TRY IT ->
A verbatim transcript of the lines below, starting at the first and ending with the one that holds "margin:0; font-family:Inter,sans-serif; background:var(--page);", is what should be produced.

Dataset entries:

+ + + + + + +

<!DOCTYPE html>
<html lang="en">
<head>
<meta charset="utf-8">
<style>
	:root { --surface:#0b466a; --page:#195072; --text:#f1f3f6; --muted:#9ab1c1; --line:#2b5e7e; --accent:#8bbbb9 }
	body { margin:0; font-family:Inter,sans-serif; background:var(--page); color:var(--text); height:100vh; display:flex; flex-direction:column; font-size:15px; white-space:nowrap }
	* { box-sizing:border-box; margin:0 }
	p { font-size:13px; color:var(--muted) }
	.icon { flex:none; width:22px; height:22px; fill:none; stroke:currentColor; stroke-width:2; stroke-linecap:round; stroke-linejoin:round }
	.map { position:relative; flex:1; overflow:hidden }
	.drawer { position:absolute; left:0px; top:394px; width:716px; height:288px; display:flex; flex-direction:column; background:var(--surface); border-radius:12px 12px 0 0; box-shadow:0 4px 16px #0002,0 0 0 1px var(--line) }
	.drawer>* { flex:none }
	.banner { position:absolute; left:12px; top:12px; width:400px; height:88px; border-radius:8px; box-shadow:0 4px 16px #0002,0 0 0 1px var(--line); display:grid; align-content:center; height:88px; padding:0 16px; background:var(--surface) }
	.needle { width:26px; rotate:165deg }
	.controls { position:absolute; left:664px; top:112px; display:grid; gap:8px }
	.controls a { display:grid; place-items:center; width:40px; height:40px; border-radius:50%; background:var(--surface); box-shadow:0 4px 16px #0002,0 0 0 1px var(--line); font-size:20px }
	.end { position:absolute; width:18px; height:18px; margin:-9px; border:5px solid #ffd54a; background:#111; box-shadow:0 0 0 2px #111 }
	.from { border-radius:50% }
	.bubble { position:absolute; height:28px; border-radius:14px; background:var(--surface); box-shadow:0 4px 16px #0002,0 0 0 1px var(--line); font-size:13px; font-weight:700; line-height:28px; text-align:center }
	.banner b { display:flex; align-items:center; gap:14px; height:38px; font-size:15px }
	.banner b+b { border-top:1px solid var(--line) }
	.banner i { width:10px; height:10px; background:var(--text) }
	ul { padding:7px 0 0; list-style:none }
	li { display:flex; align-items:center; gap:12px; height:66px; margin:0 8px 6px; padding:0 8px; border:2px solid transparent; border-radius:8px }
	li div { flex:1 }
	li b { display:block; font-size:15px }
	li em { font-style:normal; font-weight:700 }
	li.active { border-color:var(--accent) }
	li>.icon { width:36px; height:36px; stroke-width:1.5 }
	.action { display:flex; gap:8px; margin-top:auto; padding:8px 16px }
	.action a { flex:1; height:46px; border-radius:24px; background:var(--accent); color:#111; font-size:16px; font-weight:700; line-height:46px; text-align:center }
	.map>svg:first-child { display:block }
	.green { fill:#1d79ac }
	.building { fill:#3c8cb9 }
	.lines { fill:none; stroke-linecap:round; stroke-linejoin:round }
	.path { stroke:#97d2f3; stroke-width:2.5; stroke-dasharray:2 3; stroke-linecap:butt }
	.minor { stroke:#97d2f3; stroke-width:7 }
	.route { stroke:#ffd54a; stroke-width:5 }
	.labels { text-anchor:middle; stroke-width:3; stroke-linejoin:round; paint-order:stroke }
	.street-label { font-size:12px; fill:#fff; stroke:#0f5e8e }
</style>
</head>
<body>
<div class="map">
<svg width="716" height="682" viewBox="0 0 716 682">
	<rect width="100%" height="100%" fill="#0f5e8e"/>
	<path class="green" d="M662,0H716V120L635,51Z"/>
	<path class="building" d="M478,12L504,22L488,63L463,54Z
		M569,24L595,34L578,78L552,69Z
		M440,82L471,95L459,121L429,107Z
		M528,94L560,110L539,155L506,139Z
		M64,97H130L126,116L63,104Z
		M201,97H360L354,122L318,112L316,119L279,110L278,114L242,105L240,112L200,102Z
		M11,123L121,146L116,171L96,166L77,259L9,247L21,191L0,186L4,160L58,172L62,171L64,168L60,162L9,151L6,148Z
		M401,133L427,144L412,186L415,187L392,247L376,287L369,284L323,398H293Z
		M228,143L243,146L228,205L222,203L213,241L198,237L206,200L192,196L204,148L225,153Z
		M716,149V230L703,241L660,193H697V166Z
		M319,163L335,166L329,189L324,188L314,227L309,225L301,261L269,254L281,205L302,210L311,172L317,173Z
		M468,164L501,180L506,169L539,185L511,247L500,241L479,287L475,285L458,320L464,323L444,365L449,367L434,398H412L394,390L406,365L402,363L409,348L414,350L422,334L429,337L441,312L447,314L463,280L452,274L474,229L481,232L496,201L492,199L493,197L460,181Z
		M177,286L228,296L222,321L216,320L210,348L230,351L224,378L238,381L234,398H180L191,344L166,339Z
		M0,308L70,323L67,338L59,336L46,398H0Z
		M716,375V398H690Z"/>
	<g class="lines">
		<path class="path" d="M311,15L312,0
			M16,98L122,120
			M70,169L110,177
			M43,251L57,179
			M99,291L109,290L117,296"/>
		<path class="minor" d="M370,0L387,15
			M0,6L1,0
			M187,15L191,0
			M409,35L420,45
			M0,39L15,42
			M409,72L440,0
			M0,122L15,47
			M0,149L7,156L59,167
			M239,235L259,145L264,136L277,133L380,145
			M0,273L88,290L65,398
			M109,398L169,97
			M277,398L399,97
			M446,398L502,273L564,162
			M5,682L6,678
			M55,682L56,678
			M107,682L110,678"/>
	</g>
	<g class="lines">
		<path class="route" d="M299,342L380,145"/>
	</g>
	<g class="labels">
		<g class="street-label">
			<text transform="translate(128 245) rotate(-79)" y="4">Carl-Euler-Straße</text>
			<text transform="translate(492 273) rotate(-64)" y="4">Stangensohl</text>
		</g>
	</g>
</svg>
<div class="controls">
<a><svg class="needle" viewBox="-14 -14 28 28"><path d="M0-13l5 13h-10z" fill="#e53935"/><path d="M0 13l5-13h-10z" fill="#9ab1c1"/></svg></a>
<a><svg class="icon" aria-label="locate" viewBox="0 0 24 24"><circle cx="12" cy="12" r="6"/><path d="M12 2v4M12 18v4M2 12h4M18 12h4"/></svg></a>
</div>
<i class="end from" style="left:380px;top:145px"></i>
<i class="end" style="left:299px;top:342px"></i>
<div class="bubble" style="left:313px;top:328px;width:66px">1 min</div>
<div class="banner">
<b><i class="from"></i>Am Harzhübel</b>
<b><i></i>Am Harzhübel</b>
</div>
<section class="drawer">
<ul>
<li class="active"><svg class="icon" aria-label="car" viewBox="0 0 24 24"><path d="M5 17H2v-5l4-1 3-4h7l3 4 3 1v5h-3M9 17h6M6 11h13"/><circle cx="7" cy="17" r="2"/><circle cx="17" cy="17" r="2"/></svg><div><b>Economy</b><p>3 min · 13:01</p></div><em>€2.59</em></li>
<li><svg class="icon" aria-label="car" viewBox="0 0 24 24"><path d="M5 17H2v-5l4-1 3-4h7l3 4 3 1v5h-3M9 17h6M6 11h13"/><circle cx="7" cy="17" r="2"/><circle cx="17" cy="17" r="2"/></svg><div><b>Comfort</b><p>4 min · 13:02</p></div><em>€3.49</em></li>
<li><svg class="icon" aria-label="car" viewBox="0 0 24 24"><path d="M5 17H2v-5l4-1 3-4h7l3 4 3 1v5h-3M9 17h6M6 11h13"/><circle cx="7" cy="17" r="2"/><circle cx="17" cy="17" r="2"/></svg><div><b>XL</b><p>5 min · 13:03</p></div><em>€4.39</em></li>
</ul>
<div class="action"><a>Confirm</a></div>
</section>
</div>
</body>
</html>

+ + + + + + +

SOLUTION TO THIS EXERCISE ->
<!DOCTYPE html>
<html lang="en">
<head>
<meta charset="utf-8">
<style>
	:root { --surface:#0b466a; --page:#195072; --text:#f1f3f6; --muted:#9ab1c1; --line:#2b5e7e; --accent:#8bbbb9 }
	body { margin:0; font-family:Inter,sans-serif; background:var(--page); color:var(--text); height:100vh; display:flex; flex-direction:column; font-size:15px; white-space:nowrap }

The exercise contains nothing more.